→ **DATA RECORDS**:
== Segment start ==
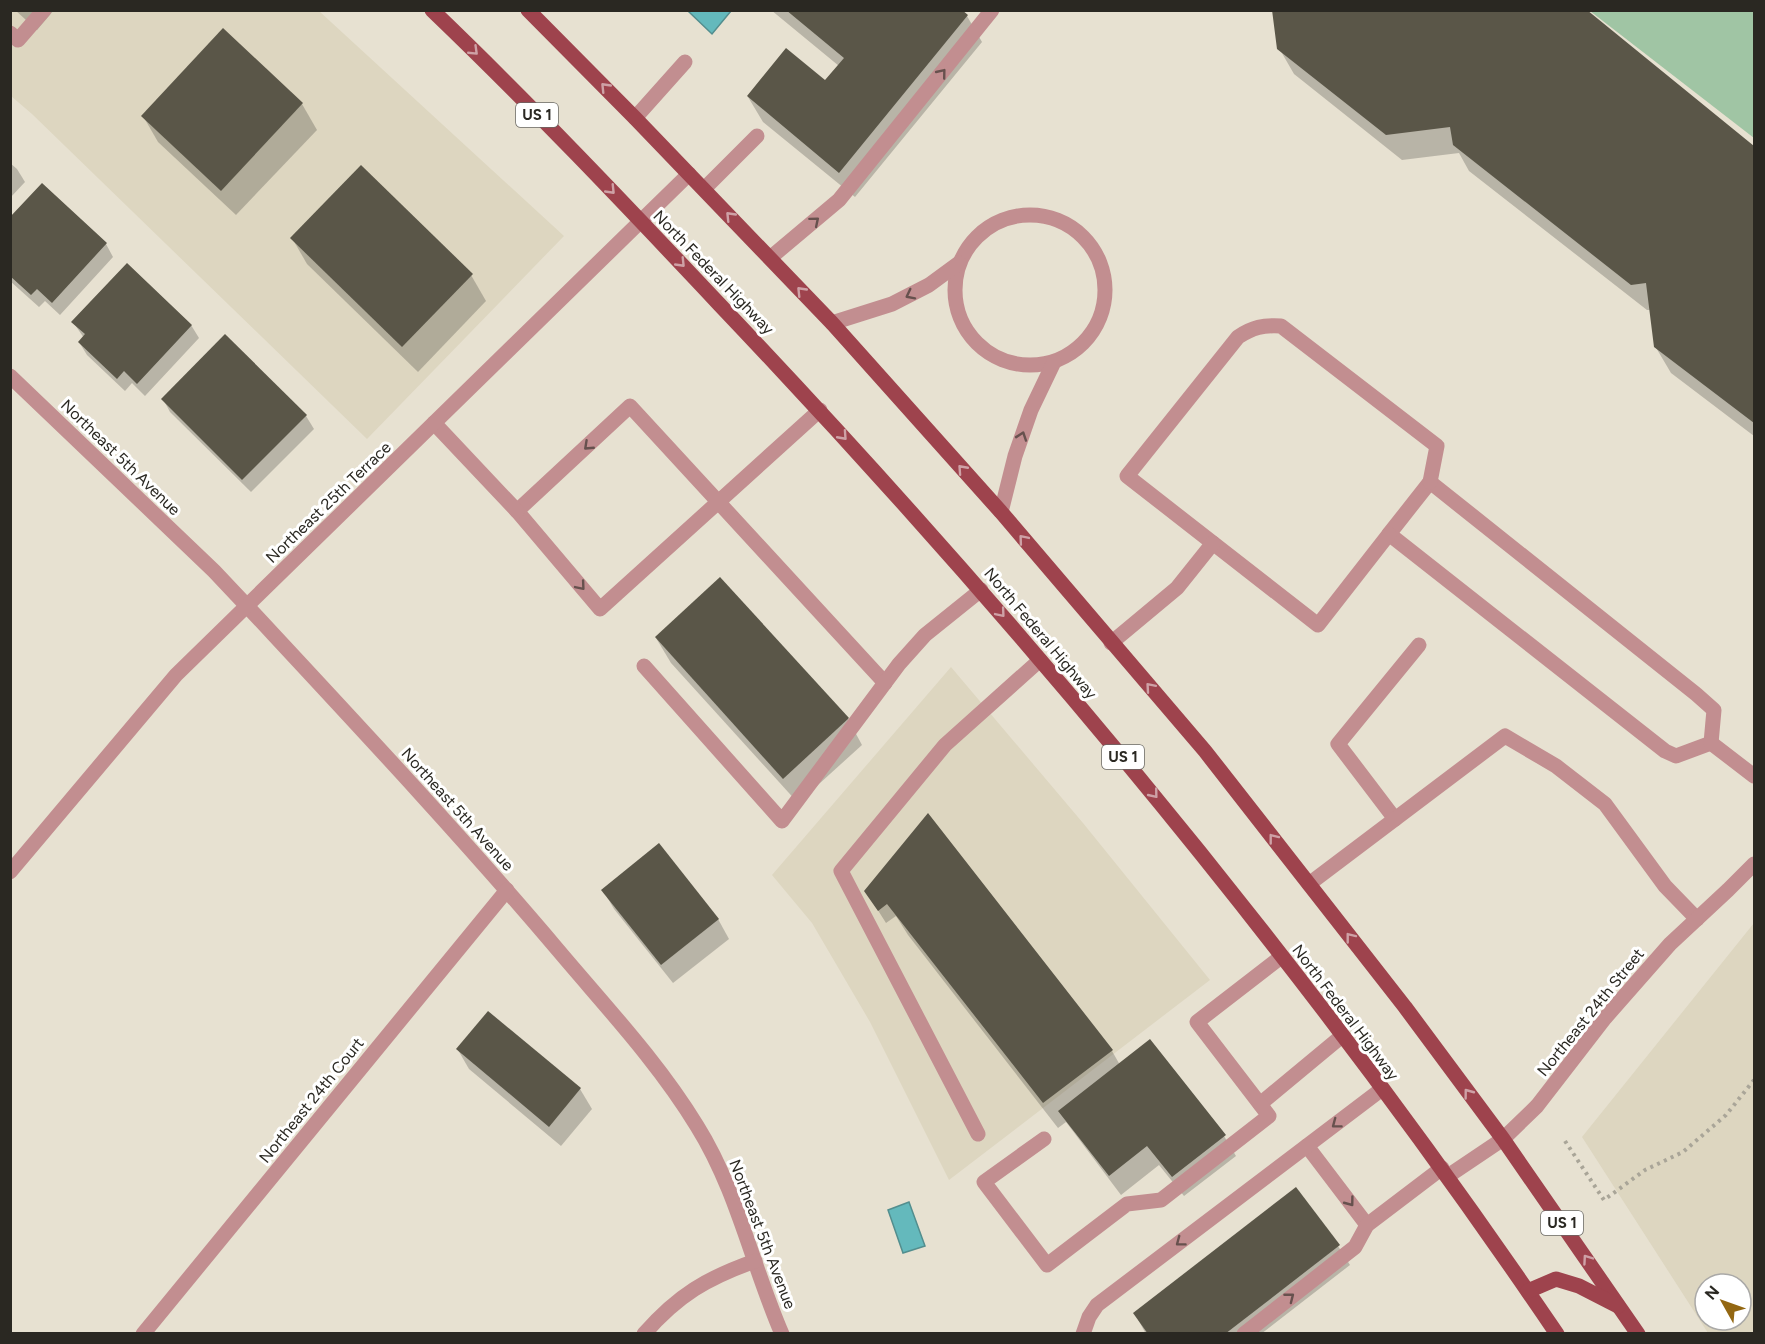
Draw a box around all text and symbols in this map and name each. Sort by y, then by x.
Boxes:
one-way arrow [467,44,478,55]
one-way arrow [934,69,945,80]
one-way arrow [601,84,612,95]
road number: US 1 [516,103,558,127]
one-way arrow [603,183,614,194]
street label: North Federal Highway [649,206,778,339]
one-way arrow [726,213,737,224]
one-way arrow [808,217,819,228]
one-way arrow [674,257,685,267]
one-way arrow [797,287,808,297]
one-way arrow [906,288,916,299]
street label: Northeast 5th Avenue [57,395,184,519]
one-way arrow [836,429,847,440]
one-way arrow [1014,431,1027,442]
street label: Northeast 25th Terrace [262,438,395,567]
one-way arrow [584,438,595,449]
one-way arrow [958,465,969,476]
one-way arrow [1019,535,1030,546]
street label: North Federal Highway [980,564,1101,703]
one-way arrow [574,579,585,590]
one-way arrow [993,606,1004,617]
one-way arrow [1146,683,1157,694]
street label: Northeast 5th Avenue [397,744,518,875]
road number: US 1 [1102,745,1144,769]
one-way arrow [1147,787,1158,798]
one-way arrow [1269,834,1280,845]
one-way arrow [1347,933,1358,944]
street label: North Federal Highway [1288,941,1403,1084]
street label: Northeast 24th Street [1533,945,1648,1080]
street label: Northeast 24th Court [255,1034,368,1167]
one-way arrow [1464,1088,1475,1099]
one-way arrow [1331,1117,1342,1128]
street label: Northeast 5th Avenue [725,1157,800,1312]
one-way arrow [1342,1195,1353,1206]
road number: US 1 [1541,1211,1583,1235]
one-way arrow [1176,1235,1187,1246]
one-way arrow [1583,1255,1594,1266]
north arrow [1693,1272,1753,1332]
text: N [1701,1282,1723,1304]
one-way arrow [1284,1294,1295,1305]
== Segment end ==
→ **THE TASK**: Only lines with the word "road" count here; copy every one from the records.

→ **ANSWER SPACE**:
road number: US 1 [516,103,558,127]
road number: US 1 [1102,745,1144,769]
road number: US 1 [1541,1211,1583,1235]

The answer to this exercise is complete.